==== Information supplied ====
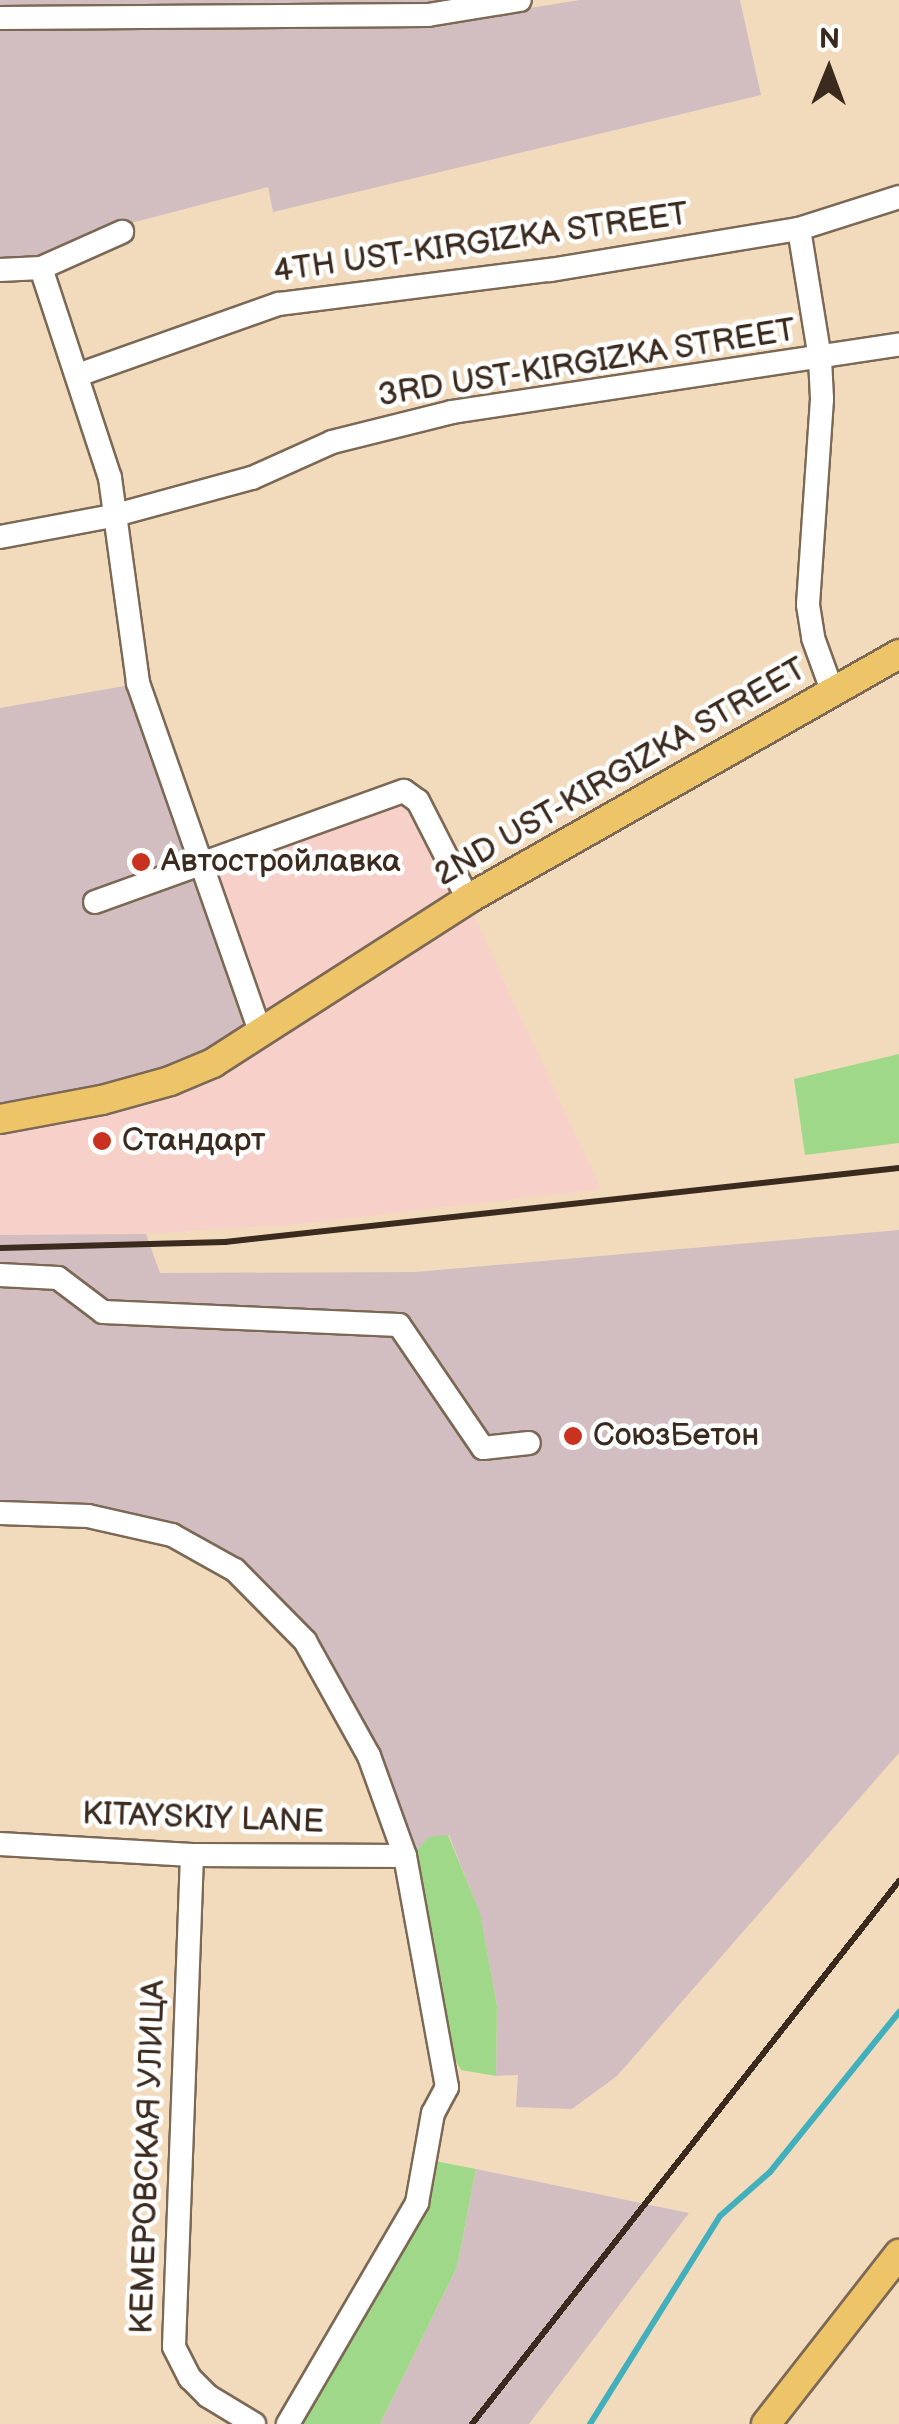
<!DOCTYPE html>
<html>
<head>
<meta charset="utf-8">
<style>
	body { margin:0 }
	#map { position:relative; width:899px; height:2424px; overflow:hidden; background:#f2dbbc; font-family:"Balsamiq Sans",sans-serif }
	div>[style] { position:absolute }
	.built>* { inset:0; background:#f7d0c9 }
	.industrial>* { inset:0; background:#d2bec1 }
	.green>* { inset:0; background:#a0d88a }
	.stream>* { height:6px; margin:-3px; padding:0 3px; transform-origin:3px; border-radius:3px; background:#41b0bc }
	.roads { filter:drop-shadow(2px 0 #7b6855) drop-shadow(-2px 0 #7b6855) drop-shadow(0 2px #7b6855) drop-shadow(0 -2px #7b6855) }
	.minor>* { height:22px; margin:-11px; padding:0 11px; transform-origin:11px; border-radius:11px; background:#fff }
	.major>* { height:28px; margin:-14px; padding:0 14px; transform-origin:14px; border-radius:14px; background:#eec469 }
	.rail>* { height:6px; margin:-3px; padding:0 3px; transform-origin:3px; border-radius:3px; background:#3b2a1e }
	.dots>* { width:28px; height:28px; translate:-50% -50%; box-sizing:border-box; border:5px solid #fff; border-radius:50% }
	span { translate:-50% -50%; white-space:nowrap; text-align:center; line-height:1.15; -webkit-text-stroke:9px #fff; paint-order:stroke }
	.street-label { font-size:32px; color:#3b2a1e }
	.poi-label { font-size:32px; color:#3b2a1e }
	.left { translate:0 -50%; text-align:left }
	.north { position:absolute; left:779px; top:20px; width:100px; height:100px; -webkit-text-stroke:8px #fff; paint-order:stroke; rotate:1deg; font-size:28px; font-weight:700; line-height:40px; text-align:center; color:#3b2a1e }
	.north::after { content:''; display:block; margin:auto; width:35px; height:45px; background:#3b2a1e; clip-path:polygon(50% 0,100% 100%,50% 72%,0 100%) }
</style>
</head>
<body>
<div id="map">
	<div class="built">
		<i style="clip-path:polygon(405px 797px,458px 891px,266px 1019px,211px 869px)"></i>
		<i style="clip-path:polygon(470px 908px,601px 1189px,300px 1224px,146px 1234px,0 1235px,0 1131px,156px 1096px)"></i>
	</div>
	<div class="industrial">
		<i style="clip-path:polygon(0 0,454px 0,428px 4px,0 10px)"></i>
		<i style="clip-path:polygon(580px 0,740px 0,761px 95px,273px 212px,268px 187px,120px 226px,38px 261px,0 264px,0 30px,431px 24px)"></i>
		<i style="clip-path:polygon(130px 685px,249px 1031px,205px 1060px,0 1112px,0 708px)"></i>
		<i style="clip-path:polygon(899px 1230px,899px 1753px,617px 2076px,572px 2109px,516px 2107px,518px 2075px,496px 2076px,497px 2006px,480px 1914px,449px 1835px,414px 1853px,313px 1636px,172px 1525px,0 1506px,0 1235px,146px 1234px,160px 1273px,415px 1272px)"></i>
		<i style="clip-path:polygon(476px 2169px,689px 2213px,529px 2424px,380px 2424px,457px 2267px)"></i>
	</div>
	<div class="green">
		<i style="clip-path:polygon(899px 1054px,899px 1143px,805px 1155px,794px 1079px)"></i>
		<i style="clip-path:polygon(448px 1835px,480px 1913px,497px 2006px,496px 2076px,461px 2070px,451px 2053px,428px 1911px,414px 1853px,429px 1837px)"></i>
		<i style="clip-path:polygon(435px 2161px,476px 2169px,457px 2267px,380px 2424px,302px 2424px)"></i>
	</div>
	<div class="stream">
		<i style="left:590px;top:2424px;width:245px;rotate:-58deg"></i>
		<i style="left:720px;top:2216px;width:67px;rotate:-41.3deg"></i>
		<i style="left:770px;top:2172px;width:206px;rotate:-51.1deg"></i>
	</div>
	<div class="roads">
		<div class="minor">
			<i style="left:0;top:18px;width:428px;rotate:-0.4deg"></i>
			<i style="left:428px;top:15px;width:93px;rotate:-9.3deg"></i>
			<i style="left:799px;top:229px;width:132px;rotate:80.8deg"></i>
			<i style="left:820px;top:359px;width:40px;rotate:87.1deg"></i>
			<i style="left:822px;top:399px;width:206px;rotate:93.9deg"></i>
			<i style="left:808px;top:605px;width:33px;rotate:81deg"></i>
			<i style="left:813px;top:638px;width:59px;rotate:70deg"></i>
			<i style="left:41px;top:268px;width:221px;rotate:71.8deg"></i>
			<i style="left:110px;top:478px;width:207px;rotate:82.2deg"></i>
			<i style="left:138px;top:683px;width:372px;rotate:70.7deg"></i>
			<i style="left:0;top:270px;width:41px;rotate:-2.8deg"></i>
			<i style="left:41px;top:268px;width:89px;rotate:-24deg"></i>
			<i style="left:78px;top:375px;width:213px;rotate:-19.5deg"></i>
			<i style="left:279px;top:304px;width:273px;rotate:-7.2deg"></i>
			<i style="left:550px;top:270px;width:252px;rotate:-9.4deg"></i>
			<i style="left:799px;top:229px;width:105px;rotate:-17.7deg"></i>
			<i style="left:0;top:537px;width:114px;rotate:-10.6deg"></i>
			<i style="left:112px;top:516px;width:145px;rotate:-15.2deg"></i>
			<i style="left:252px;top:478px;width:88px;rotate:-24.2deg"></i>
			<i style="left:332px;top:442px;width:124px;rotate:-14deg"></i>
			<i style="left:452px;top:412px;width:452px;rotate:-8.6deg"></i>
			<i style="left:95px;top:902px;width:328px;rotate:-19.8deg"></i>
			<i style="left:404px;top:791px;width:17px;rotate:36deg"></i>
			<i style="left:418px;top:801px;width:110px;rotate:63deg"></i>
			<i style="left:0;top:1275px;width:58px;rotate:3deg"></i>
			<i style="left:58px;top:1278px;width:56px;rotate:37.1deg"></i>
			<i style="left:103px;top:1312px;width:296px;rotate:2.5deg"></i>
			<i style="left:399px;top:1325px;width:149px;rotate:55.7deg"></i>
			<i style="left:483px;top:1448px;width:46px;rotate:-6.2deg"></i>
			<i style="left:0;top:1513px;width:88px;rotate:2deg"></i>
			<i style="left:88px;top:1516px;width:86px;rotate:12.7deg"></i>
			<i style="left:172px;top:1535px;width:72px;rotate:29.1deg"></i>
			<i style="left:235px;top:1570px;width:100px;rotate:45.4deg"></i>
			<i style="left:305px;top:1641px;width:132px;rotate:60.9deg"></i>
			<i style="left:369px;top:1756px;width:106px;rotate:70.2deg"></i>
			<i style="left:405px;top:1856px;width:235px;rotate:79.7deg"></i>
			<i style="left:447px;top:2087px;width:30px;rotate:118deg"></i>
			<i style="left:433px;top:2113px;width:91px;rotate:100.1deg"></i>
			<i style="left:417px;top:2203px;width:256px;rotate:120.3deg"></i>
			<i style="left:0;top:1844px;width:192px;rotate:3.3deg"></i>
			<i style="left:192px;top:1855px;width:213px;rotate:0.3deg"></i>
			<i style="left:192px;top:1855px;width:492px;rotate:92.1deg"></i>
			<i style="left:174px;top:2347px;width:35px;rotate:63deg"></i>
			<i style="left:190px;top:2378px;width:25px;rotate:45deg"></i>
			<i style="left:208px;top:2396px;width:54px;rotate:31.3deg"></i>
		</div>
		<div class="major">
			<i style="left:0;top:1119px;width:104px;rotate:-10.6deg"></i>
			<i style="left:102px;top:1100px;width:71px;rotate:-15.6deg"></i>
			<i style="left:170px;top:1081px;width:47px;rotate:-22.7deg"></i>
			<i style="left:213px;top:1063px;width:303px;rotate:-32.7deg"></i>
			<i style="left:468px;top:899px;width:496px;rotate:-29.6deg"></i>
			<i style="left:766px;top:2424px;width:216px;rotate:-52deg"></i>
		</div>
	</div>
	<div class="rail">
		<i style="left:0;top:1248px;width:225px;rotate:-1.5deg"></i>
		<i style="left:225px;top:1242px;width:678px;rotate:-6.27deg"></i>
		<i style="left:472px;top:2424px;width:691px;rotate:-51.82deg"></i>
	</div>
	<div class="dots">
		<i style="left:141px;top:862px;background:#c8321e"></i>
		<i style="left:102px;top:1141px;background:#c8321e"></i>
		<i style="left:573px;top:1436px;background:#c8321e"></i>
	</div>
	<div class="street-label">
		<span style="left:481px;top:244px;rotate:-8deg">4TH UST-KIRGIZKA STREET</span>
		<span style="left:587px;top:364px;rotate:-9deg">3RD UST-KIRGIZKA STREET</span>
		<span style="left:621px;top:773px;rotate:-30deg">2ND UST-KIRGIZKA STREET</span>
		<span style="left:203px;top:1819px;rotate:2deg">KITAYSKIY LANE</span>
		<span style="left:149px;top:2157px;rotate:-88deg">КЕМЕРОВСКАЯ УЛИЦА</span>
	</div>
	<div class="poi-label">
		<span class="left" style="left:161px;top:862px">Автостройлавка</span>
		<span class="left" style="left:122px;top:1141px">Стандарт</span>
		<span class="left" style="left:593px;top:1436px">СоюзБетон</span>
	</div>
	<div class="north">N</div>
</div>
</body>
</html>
====
### What to do
Go through the entries above and copy every line containing "stream".

### Written solution
	.stream>* { height:6px; margin:-3px; padding:0 3px; transform-origin:3px; border-radius:3px; background:#41b0bc }
	<div class="stream">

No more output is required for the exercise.